Copy out all lines of the listing below that hold "fractalNoise".

^^^^^^^^^^^^^^^^

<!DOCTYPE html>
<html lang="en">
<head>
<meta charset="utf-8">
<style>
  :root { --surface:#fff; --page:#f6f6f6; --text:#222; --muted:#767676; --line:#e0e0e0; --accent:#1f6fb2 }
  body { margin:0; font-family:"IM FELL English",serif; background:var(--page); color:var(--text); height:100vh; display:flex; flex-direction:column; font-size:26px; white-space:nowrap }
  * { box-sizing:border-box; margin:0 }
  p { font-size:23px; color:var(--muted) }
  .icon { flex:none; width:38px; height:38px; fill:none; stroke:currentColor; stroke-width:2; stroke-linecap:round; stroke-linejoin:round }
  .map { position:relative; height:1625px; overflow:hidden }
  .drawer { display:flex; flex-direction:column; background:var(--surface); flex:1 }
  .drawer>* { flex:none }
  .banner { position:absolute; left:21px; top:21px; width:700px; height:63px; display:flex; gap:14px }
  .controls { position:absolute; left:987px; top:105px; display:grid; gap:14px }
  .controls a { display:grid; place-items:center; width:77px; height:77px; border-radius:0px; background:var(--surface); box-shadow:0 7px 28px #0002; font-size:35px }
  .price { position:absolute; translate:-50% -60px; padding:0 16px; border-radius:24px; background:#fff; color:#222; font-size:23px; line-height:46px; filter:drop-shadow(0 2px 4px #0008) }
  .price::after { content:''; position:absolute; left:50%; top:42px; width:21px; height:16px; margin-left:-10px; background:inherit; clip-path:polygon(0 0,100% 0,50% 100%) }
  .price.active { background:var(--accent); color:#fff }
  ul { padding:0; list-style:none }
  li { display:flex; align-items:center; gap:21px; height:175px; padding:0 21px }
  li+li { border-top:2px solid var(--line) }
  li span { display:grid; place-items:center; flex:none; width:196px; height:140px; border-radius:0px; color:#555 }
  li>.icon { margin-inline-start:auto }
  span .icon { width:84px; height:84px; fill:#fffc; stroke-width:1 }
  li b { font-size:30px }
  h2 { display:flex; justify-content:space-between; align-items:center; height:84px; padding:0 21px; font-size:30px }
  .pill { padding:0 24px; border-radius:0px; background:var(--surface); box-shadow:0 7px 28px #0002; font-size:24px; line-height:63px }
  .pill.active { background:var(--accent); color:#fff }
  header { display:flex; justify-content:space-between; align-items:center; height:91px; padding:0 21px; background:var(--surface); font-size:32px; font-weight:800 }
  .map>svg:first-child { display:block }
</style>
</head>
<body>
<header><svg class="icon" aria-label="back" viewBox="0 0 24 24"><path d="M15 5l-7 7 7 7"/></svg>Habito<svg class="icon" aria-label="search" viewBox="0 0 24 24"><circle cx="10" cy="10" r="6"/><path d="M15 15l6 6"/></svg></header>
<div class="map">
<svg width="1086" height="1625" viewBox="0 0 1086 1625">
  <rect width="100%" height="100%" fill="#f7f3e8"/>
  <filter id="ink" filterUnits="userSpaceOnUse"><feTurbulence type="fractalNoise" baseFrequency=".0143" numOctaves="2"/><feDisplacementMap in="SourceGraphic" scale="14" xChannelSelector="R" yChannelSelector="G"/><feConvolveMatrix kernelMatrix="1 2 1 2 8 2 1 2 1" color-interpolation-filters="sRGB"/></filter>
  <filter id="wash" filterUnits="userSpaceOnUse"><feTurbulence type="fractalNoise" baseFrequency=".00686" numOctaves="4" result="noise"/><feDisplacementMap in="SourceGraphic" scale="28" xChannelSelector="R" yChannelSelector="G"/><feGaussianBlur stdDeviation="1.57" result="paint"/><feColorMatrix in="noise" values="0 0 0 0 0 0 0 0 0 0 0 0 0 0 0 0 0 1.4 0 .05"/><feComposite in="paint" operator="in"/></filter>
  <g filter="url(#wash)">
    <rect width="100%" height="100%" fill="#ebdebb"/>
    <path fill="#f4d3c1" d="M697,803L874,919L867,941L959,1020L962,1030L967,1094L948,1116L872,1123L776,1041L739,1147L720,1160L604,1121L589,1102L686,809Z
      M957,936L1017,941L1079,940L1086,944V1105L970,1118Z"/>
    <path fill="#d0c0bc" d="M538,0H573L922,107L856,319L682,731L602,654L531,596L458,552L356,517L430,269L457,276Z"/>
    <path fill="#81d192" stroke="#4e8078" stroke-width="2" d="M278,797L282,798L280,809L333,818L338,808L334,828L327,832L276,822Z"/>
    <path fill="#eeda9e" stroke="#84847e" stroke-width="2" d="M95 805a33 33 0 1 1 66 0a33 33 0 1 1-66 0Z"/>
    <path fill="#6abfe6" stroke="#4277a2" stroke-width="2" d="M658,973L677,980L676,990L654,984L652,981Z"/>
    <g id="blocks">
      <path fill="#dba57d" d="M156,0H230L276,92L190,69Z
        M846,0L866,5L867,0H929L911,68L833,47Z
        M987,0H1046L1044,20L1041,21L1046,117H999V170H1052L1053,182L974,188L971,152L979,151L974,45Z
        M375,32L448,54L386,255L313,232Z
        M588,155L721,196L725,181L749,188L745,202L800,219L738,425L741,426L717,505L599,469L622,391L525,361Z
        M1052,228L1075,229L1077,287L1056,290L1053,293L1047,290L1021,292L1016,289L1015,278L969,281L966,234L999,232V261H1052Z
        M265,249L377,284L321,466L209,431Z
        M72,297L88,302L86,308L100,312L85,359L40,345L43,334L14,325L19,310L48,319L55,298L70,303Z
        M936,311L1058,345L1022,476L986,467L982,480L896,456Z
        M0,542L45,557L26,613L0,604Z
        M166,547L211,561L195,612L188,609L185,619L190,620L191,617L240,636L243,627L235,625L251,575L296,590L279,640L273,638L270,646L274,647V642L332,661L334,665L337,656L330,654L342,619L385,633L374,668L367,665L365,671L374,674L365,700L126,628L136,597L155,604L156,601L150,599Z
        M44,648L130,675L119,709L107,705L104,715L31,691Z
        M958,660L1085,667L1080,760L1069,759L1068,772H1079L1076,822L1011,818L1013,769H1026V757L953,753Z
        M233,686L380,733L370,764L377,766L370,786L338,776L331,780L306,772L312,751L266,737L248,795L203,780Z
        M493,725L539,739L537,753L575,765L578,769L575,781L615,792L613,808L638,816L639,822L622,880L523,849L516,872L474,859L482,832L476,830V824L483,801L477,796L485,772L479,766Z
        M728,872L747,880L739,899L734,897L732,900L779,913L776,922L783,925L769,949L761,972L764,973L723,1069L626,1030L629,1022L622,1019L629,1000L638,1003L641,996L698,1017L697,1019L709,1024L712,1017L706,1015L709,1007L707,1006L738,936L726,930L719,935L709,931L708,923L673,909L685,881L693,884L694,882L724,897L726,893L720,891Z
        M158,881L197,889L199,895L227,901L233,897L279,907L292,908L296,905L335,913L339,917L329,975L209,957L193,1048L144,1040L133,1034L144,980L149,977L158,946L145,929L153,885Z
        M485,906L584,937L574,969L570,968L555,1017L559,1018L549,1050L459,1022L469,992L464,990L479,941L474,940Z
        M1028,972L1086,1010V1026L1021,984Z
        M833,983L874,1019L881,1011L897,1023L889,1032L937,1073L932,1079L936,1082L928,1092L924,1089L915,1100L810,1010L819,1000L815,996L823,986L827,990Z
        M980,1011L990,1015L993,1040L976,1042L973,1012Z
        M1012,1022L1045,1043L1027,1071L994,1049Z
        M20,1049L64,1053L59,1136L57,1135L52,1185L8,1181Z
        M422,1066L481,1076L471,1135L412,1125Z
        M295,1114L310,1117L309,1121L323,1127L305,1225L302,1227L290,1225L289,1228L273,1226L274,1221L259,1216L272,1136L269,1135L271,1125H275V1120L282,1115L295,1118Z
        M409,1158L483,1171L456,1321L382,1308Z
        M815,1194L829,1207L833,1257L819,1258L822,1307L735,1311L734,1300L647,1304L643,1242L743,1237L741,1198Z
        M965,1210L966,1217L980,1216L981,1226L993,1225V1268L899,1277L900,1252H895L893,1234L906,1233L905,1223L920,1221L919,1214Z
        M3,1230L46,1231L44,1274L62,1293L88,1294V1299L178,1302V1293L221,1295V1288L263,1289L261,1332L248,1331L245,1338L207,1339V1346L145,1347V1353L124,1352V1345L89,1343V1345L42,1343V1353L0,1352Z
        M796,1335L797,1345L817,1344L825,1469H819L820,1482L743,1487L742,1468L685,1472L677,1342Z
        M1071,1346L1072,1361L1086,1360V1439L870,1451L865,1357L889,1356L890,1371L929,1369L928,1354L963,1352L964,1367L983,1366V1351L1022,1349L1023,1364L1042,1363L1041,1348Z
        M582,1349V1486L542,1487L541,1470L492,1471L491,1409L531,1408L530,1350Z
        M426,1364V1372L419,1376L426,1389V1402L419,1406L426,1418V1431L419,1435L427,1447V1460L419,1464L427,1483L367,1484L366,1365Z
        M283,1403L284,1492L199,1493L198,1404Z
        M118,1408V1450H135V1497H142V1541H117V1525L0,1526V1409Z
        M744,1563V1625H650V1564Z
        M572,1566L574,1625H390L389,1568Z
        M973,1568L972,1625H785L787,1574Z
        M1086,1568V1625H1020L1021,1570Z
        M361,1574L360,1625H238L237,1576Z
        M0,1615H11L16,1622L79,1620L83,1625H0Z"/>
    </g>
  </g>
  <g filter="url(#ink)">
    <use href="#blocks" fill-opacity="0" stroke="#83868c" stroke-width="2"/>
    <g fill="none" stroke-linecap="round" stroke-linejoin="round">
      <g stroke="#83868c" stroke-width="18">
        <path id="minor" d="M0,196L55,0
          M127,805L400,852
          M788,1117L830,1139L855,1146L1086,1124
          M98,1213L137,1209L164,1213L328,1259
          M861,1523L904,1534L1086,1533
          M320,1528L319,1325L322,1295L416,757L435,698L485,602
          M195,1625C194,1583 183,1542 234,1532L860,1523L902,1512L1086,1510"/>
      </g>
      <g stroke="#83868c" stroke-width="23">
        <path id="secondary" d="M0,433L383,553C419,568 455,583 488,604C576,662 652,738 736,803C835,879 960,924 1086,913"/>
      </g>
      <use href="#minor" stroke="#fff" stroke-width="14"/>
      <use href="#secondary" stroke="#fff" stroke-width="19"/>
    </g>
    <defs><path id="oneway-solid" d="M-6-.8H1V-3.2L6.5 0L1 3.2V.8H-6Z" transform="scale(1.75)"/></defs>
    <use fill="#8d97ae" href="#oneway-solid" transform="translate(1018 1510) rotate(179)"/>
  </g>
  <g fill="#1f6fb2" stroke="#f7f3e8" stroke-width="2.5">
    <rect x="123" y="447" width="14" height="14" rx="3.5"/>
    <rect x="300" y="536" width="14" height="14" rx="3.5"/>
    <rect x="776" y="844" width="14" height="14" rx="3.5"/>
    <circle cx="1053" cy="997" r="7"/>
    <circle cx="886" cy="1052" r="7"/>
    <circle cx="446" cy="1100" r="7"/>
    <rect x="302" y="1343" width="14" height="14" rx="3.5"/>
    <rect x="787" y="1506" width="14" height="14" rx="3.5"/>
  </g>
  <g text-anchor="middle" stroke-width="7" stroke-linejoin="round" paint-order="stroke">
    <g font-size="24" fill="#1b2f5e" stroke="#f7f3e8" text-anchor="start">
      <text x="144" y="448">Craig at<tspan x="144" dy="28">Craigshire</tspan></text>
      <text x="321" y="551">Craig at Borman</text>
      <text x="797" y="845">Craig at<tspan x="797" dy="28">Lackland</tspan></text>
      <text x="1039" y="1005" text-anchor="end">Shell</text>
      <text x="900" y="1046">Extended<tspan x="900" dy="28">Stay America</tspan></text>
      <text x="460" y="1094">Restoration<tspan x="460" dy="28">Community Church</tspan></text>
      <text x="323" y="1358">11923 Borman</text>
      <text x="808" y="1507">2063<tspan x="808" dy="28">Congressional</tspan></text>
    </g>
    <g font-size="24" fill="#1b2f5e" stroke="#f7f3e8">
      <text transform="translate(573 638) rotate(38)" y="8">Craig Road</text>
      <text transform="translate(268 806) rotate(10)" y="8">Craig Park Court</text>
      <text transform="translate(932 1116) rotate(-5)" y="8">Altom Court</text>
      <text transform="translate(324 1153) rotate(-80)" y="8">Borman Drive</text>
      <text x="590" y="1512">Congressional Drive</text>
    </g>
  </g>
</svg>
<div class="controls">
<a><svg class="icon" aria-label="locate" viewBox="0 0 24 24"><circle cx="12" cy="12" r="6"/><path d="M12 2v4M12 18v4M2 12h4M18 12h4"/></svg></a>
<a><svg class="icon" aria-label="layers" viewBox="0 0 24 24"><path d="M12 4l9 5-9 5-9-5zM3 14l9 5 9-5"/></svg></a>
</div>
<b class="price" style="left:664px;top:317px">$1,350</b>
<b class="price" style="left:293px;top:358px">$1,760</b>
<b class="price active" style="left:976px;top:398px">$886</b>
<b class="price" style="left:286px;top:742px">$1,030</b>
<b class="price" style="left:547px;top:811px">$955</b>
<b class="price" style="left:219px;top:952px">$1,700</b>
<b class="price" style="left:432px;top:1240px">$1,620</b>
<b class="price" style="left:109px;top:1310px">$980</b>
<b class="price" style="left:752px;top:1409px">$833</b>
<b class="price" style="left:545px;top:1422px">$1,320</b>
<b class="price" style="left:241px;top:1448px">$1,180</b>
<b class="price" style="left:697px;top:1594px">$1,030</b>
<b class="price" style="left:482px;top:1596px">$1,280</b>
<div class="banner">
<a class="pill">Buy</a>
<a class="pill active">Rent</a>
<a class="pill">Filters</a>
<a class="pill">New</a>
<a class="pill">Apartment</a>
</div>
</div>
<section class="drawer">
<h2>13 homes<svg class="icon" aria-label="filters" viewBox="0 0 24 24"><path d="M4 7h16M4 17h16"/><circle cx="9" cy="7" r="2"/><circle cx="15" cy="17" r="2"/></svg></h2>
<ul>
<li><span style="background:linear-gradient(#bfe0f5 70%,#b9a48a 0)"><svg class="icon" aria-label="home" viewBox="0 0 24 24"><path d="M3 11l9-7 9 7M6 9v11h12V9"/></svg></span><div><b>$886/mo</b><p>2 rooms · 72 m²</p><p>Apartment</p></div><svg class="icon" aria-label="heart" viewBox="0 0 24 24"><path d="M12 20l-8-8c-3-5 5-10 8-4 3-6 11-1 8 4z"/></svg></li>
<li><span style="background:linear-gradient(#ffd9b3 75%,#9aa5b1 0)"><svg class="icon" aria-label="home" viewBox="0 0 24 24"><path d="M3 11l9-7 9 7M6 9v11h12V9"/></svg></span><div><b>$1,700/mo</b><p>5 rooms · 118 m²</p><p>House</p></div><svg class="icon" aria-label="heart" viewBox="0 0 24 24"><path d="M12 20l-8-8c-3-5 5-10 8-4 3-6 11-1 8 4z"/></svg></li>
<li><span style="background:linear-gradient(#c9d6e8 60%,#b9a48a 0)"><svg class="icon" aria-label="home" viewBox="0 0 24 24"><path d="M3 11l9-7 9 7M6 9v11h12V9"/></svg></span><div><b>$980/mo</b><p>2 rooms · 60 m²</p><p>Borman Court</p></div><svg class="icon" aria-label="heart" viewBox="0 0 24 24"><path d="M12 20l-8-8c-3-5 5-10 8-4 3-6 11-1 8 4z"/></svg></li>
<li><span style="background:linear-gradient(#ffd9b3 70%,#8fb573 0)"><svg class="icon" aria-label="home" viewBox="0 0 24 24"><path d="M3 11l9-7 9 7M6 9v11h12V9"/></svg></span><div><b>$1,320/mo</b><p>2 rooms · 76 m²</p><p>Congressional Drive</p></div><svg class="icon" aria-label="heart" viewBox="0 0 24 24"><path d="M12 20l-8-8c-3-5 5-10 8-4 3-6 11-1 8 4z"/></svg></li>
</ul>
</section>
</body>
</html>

^^^^^^^^^^^^^^^^

- [Response below]
  <filter id="ink" filterUnits="userSpaceOnUse"><feTurbulence type="fractalNoise" baseFrequency=".0143" numOctaves="2"/><feDisplacementMap in="SourceGraphic" scale="14" xChannelSelector="R" yChannelSelector="G"/><feConvolveMatrix kernelMatrix="1 2 1 2 8 2 1 2 1" color-interpolation-filters="sRGB"/></filter>
  <filter id="wash" filterUnits="userSpaceOnUse"><feTurbulence type="fractalNoise" baseFrequency=".00686" numOctaves="4" result="noise"/><feDisplacementMap in="SourceGraphic" scale="28" xChannelSelector="R" yChannelSelector="G"/><feGaussianBlur stdDeviation="1.57" result="paint"/><feColorMatrix in="noise" values="0 0 0 0 0 0 0 0 0 0 0 0 0 0 0 0 0 1.4 0 .05"/><feComposite in="paint" operator="in"/></filter>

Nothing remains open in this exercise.